Activity
Count the lines below in which "IBRAHIM" appears, then give that number by itself.

Saved entries
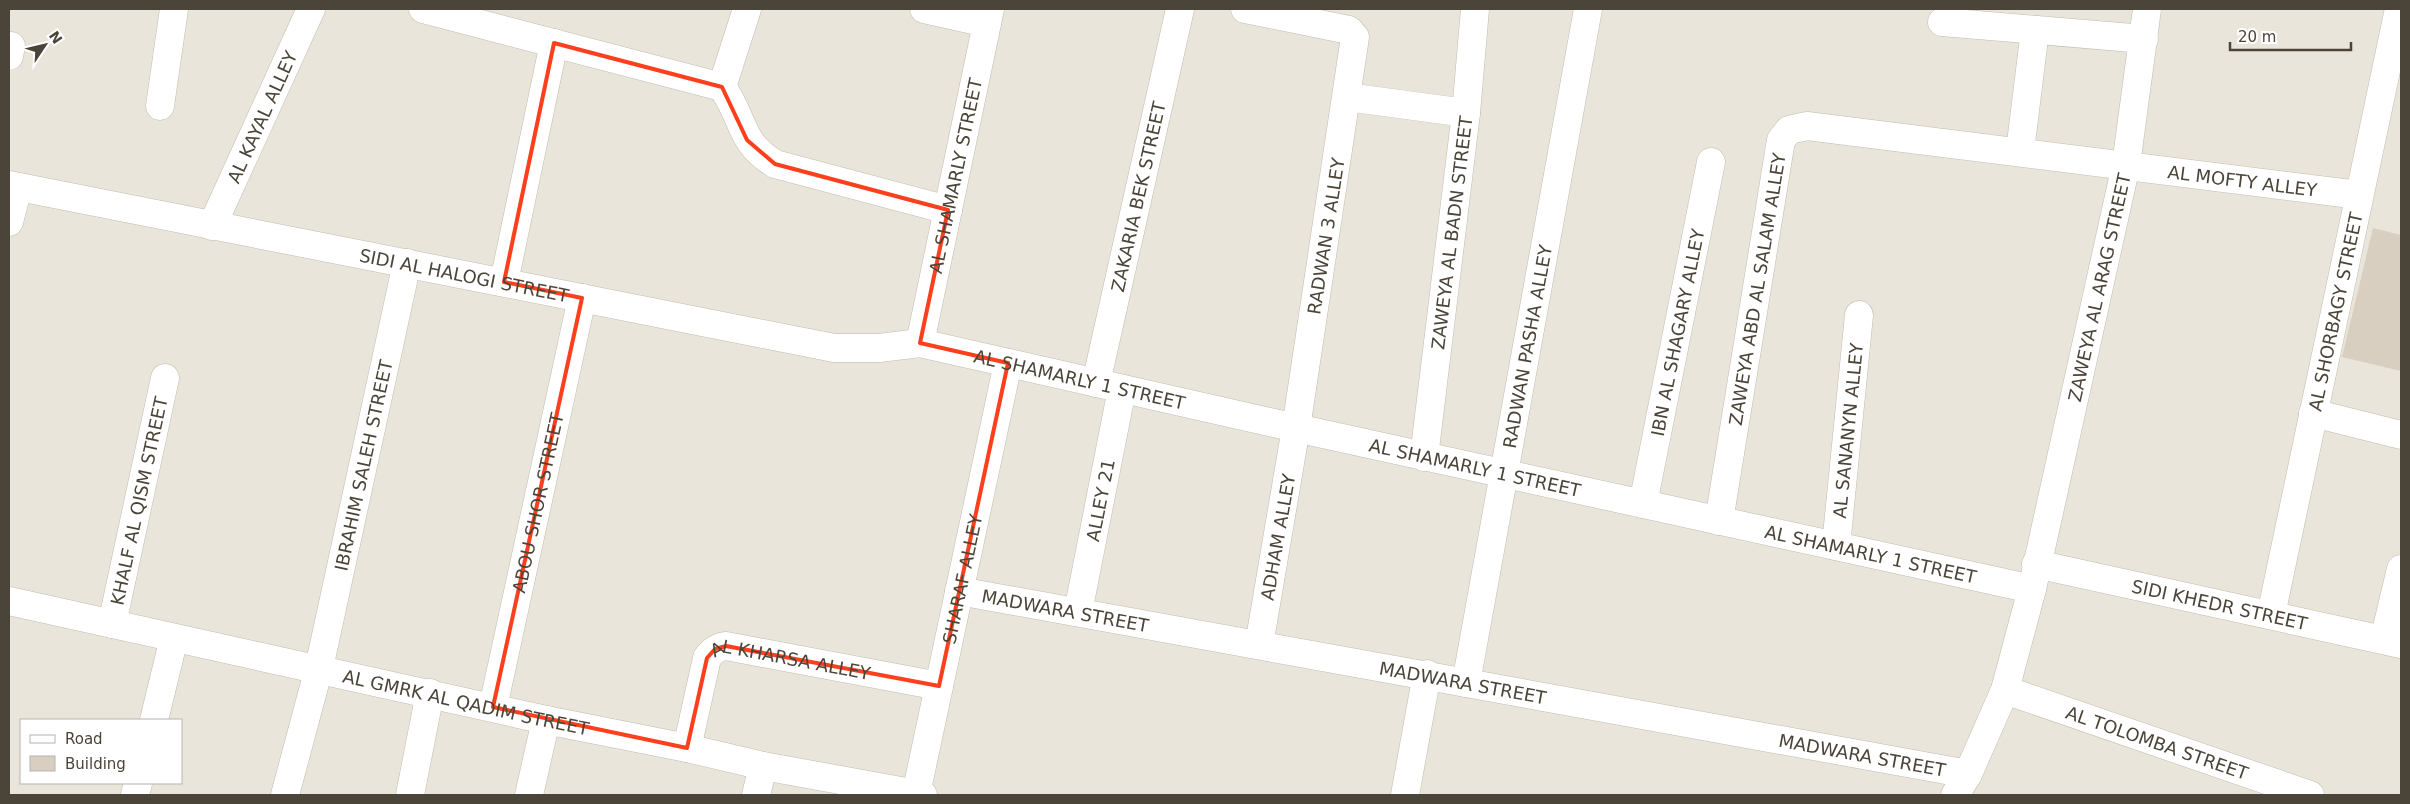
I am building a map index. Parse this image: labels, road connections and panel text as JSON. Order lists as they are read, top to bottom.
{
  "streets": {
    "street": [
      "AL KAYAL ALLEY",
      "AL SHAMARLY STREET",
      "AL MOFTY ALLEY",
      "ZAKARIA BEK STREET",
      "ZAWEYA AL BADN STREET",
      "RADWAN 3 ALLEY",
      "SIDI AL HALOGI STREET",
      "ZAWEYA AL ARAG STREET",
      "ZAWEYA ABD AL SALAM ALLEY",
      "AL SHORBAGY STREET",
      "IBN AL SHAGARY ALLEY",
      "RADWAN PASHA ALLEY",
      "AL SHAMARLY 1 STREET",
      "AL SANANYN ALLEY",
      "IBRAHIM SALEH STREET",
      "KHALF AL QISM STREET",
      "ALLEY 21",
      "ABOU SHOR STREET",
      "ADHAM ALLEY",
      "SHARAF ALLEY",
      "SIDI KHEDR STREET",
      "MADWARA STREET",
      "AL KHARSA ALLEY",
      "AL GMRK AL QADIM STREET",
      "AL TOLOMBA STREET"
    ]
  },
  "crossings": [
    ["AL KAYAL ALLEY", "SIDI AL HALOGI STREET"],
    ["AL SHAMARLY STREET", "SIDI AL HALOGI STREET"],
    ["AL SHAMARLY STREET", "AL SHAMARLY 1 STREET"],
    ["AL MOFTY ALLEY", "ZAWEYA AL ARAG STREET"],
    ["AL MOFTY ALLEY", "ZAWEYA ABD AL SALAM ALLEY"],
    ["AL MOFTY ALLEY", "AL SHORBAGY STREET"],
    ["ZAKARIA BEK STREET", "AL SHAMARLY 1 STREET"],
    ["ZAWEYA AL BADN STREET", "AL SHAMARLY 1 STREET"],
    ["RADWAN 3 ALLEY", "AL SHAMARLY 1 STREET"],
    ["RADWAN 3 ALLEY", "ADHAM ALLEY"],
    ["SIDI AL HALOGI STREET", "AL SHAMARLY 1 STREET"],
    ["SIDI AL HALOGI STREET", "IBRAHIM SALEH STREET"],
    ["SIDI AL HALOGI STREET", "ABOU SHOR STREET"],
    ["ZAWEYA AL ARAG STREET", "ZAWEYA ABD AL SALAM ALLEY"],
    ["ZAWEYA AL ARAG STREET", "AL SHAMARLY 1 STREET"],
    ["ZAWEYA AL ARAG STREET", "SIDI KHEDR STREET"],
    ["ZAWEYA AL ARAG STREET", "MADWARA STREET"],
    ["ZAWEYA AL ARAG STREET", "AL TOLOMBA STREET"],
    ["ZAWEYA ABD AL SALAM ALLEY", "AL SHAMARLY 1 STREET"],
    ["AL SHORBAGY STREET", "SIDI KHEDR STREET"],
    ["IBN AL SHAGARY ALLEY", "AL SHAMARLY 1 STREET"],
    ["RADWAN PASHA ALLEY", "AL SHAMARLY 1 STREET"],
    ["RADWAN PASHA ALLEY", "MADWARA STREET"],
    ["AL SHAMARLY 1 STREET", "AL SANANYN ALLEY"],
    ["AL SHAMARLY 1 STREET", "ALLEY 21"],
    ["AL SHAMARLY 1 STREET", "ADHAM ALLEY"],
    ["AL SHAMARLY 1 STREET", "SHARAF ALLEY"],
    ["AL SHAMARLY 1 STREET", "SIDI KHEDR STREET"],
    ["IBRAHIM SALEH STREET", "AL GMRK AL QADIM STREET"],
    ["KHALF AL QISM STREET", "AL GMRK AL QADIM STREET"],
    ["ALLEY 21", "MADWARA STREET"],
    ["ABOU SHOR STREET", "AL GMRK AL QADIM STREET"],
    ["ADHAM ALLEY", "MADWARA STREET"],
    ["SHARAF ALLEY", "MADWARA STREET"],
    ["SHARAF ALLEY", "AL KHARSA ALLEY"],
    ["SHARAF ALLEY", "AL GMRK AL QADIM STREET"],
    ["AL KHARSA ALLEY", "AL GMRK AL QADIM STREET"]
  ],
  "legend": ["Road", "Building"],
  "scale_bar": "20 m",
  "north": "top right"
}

Solution
3